• **Problem to work on**
How do the lines below between the ones holding "ctx.setLineDash([]);" and "[1265,1644,1408,1247,1427,1211,1788,191]", inclusive, read? Give them again exactly, with no other lines.

• **Dataset**
════════════════════
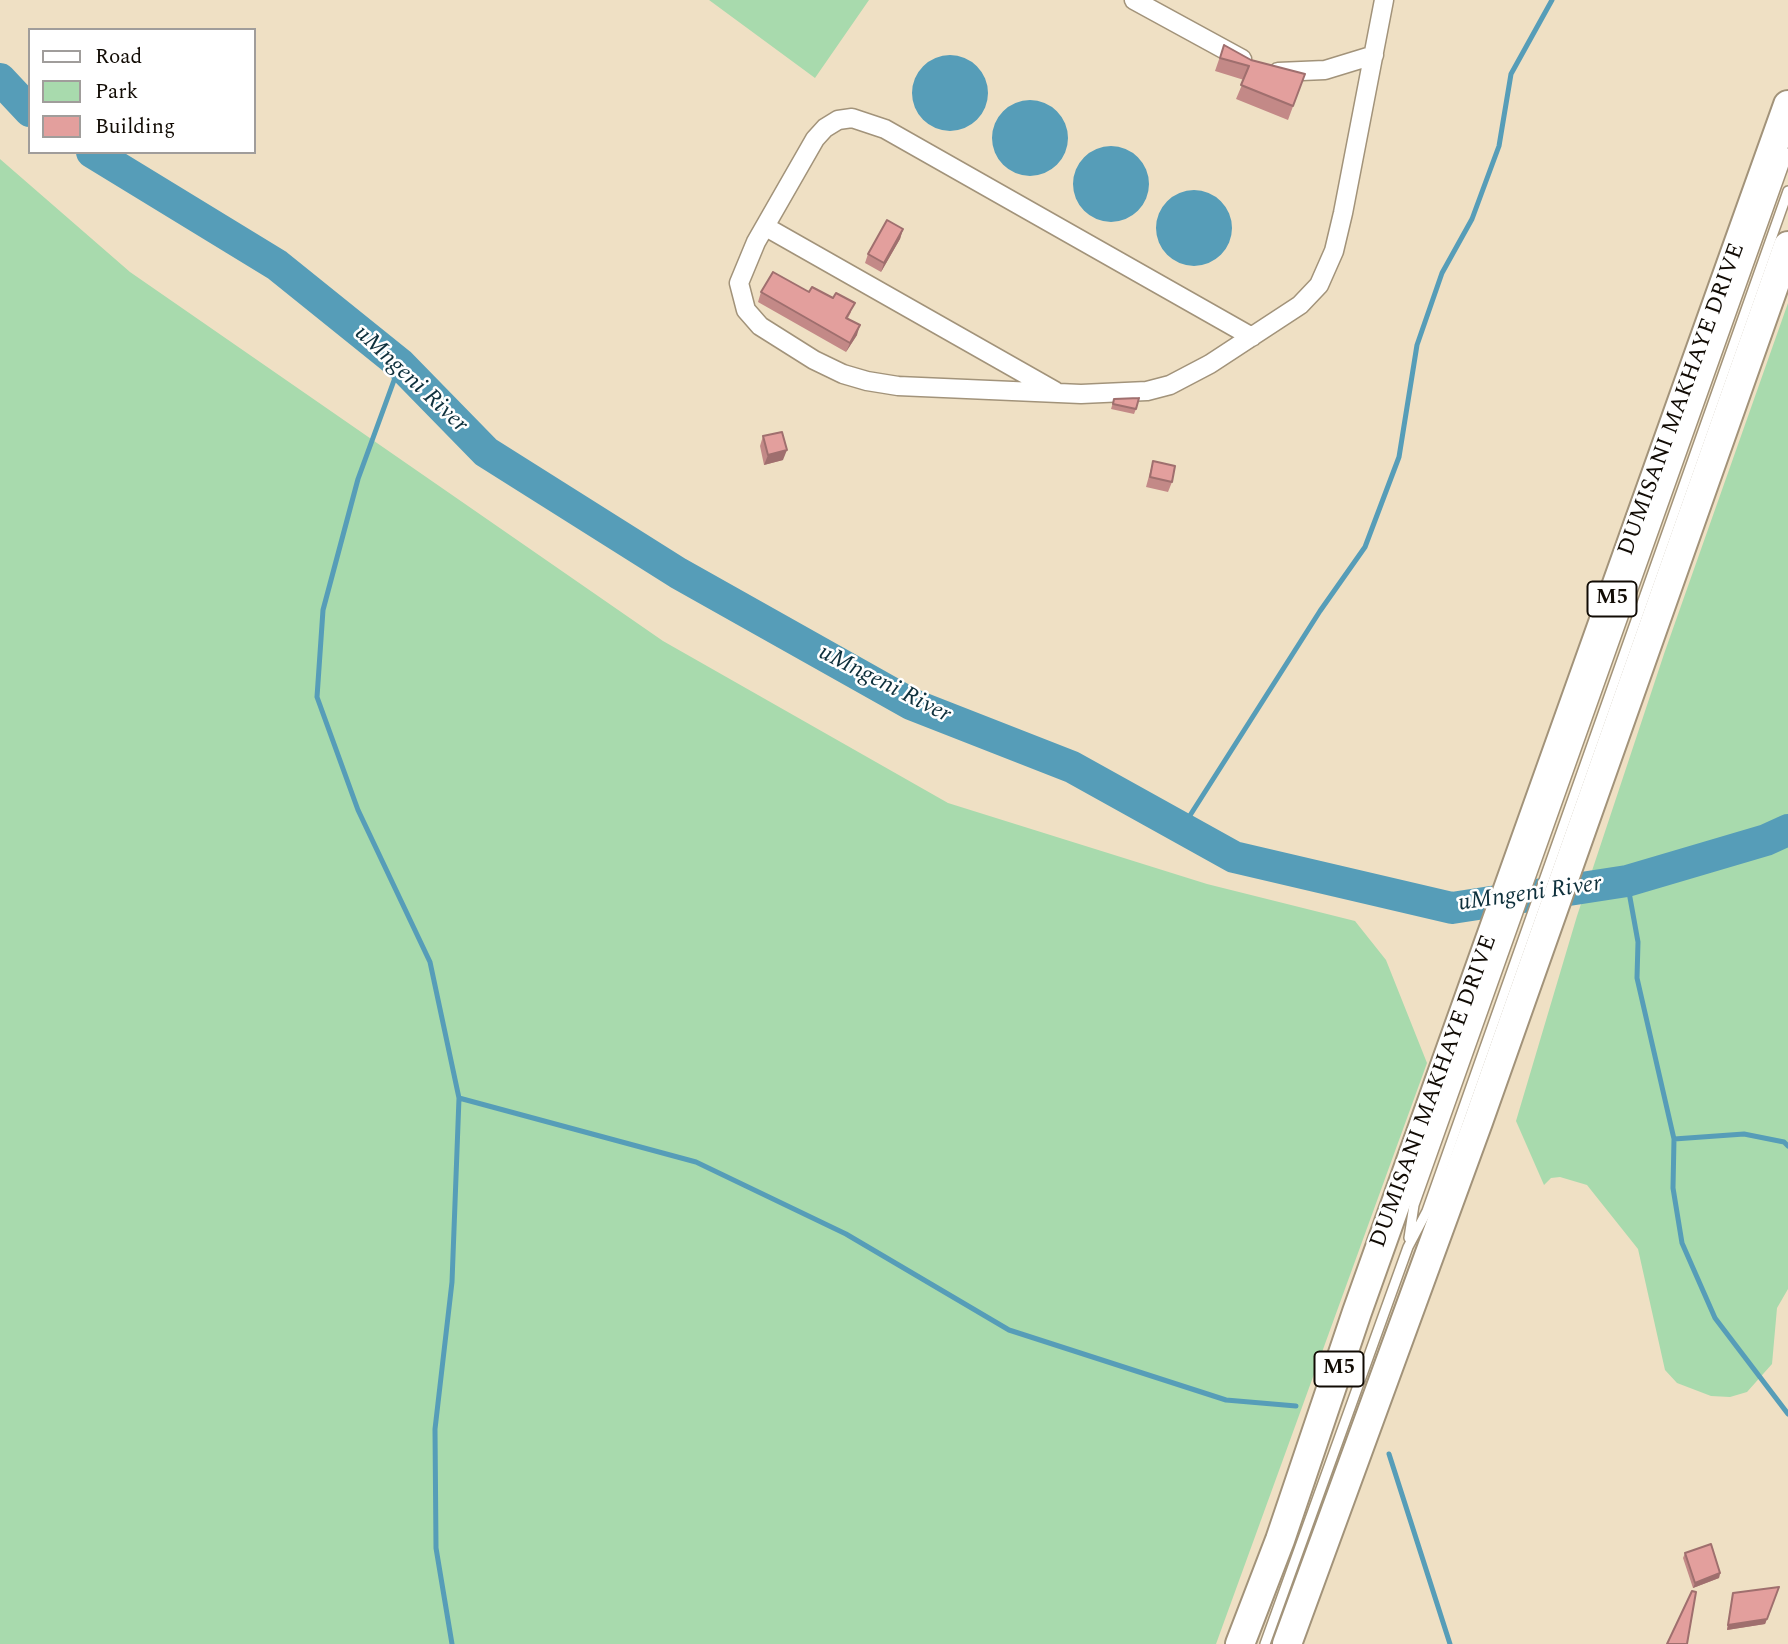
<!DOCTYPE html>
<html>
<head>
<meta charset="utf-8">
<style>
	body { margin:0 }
	#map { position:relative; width:1788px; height:1644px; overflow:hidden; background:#efe0c4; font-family:Spectral,serif }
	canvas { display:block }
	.legend { position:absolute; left:28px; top:28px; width:228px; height:126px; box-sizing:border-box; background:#fff; border:2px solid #a09d9b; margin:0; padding:9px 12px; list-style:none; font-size:21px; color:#110b04 }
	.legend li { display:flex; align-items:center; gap:14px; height:35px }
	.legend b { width:35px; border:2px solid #a09d9b }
</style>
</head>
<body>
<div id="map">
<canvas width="1788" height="1644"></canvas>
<ul class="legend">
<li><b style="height:9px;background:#fff"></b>Road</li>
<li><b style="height:19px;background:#a8daad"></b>Park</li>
<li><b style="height:19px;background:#e39f9d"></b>Building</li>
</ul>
</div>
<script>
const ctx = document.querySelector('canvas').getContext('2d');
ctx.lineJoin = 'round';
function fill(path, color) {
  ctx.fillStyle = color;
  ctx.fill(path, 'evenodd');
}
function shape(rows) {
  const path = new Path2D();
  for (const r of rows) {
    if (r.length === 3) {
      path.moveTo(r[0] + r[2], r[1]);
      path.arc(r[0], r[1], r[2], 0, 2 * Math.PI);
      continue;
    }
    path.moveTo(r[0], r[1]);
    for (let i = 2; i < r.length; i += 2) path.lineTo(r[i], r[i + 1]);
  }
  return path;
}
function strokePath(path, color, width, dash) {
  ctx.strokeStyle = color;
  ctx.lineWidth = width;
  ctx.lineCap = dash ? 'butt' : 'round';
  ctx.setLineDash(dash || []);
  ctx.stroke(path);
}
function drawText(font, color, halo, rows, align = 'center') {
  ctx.font = font + ' Spectral,serif';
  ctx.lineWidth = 5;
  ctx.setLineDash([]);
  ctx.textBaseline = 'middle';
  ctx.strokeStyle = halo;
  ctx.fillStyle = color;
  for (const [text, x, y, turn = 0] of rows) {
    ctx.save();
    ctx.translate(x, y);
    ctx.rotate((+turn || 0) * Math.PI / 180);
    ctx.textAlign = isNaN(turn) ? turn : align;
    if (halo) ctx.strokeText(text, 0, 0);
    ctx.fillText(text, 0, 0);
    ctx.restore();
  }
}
fill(shape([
	[709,0,869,0,815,78],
	[0,159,130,272,663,641,948,803,1207,884,1355,921,1386,960,1427,1063,1216,1644,0,1644],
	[1788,303,1788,1289,1777,1308,1772,1364,1747,1392,1730,1397,1711,1396,1677,1383,1665,1370,1638,1249,1587,1185,1560,1177,1551,1178,1544,1185,1516,1121,1577,916,1664,654]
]), '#a8daad');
fill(shape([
	[950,93,38],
	[1030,138,38],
	[1111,184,38],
	[1194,228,38]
]), '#569db8');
strokePath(shape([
	[400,364,358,479,323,610,317,697,358,810,430,962,459,1098,452,1282,435,1429,436,1548,452,1644],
	[1182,828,1320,611,1365,547,1399,457,1417,345,1442,273,1472,219,1499,146,1511,74,1552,0],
	[1627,881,1638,942,1637,978,1674,1139,1673,1188,1682,1243,1715,1318,1788,1414],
	[459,1098,696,1162,846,1234,1009,1330,1226,1400,1296,1406],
	[1674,1139,1744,1134,1784,1142,1788,1146],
	[1389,1454,1450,1644]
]), '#569db8', 5);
strokePath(shape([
	[0,79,30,111],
	[92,152,277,265,400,364,486,452,678,573,911,704,1072,767,1234,857,1452,908,1627,881,1766,840,1788,830]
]), '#569db8', 32);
const service = shape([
	[1409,1238,1414,1205,1788,153],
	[1265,1644,1408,1247,1427,1211,1788,191]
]);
const minor = shape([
	[1134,0,1242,59],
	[1278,72,1325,70,1374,55],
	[766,227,1055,391],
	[1252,337,885,129,852,118,838,120,825,128,815,139,756,242,739,283,746,310,760,326,814,360,843,374,867,381,898,386,1081,394,1147,391,1170,385,1210,364,1300,305,1319,285,1334,251,1343,213,1384,0]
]);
const primary = shape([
	[1240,1644,1280,1540,1357,1312,1788,105],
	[1287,1644,1478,1122,1788,246]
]);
strokePath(service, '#a2937a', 12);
strokePath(minor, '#a2937a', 21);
strokePath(primary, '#a2937a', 32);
strokePath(service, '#fff', 9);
strokePath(minor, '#fff', 18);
strokePath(primary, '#fff', 28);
fill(shape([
	[1224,45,1251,60,1305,74,1288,120,1236,99,1244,80,1215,71],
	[903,229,900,239,881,272,865,263,868,254],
	[761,292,809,292,851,312,848,318,857,335,846,352,758,302],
	[1114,399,1136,409,1134,414,1111,409],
	[763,436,783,460,764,465,760,446],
	[1153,461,1172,482,1168,492,1146,487],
	[1685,1553,1720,1573,1719,1578,1693,1588,1683,1558],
	[1779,1587,1765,1624,1727,1630,1733,1593]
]), '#c38987');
fill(shape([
	[903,229,900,239,881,272,884,263],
	[860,325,857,335,846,352,850,343],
	[787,450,783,460,764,465,768,455],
	[1720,1573,1719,1578,1693,1588,1695,1583],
	[1767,1619,1765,1624,1727,1630,1728,1625]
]), '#9f6f6e');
const building = shape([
	[1224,45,1251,60,1305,74,1293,106,1241,85,1249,66,1220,58,1224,45],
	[887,220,903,229,884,263,868,254,887,220],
	[773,272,809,292,812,287,833,298,836,293,855,303,846,318,860,325,850,343,761,292,773,272],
	[1139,398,1136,409,1113,404,1114,399,1139,398],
	[782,432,787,450,768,455,763,436,782,432],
	[1153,461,1175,466,1172,482,1150,477,1153,461],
	[1711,1544,1720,1573,1695,1583,1685,1553,1711,1544],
	[1779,1587,1767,1619,1728,1625,1733,1593,1779,1587],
	[1692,1591,1696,1592,1687,1644,1667,1644,1692,1591]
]);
fill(building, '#e39f9d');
strokePath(building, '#9f6f6e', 2);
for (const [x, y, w] of [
	[1612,599,49],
	[1339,1369,49]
]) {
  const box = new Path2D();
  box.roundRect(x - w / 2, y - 17.5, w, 35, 5);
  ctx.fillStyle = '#fff';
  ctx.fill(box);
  strokePath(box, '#110b04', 2);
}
drawText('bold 21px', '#110b04', null, [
	["M5",1612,599],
	["M5",1339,1369]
]);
drawText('23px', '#110b04', '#fff', [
	["DUMISANI MAKHAYE DRIVE",1683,400,-70],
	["DUMISANI MAKHAYE DRIVE",1435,1092,-70]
]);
drawText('italic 24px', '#0e303c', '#fff', [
	["uMngeni River",410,380,43],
	["uMngeni River",884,685,27],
	["uMngeni River",1530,895,-8]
]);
</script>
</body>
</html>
════════════════════
• **Task result**
  ctx.setLineDash([]);
  ctx.textBaseline = 'middle';
  ctx.strokeStyle = halo;
  ctx.fillStyle = color;
  for (const [text, x, y, turn = 0] of rows) {
    ctx.save();
    ctx.translate(x, y);
    ctx.rotate((+turn || 0) * Math.PI / 180);
    ctx.textAlign = isNaN(turn) ? turn : align;
    if (halo) ctx.strokeText(text, 0, 0);
    ctx.fillText(text, 0, 0);
    ctx.restore();
  }
}
fill(shape([
	[709,0,869,0,815,78],
	[0,159,130,272,663,641,948,803,1207,884,1355,921,1386,960,1427,1063,1216,1644,0,1644],
	[1788,303,1788,1289,1777,1308,1772,1364,1747,1392,1730,1397,1711,1396,1677,1383,1665,1370,1638,1249,1587,1185,1560,1177,1551,1178,1544,1185,1516,1121,1577,916,1664,654]
]), '#a8daad');
fill(shape([
	[950,93,38],
	[1030,138,38],
	[1111,184,38],
	[1194,228,38]
]), '#569db8');
strokePath(shape([
	[400,364,358,479,323,610,317,697,358,810,430,962,459,1098,452,1282,435,1429,436,1548,452,1644],
	[1182,828,1320,611,1365,547,1399,457,1417,345,1442,273,1472,219,1499,146,1511,74,1552,0],
	[1627,881,1638,942,1637,978,1674,1139,1673,1188,1682,1243,1715,1318,1788,1414],
	[459,1098,696,1162,846,1234,1009,1330,1226,1400,1296,1406],
	[1674,1139,1744,1134,1784,1142,1788,1146],
	[1389,1454,1450,1644]
]), '#569db8', 5);
strokePath(shape([
	[0,79,30,111],
	[92,152,277,265,400,364,486,452,678,573,911,704,1072,767,1234,857,1452,908,1627,881,1766,840,1788,830]
]), '#569db8', 32);
const service = shape([
	[1409,1238,1414,1205,1788,153],
	[1265,1644,1408,1247,1427,1211,1788,191]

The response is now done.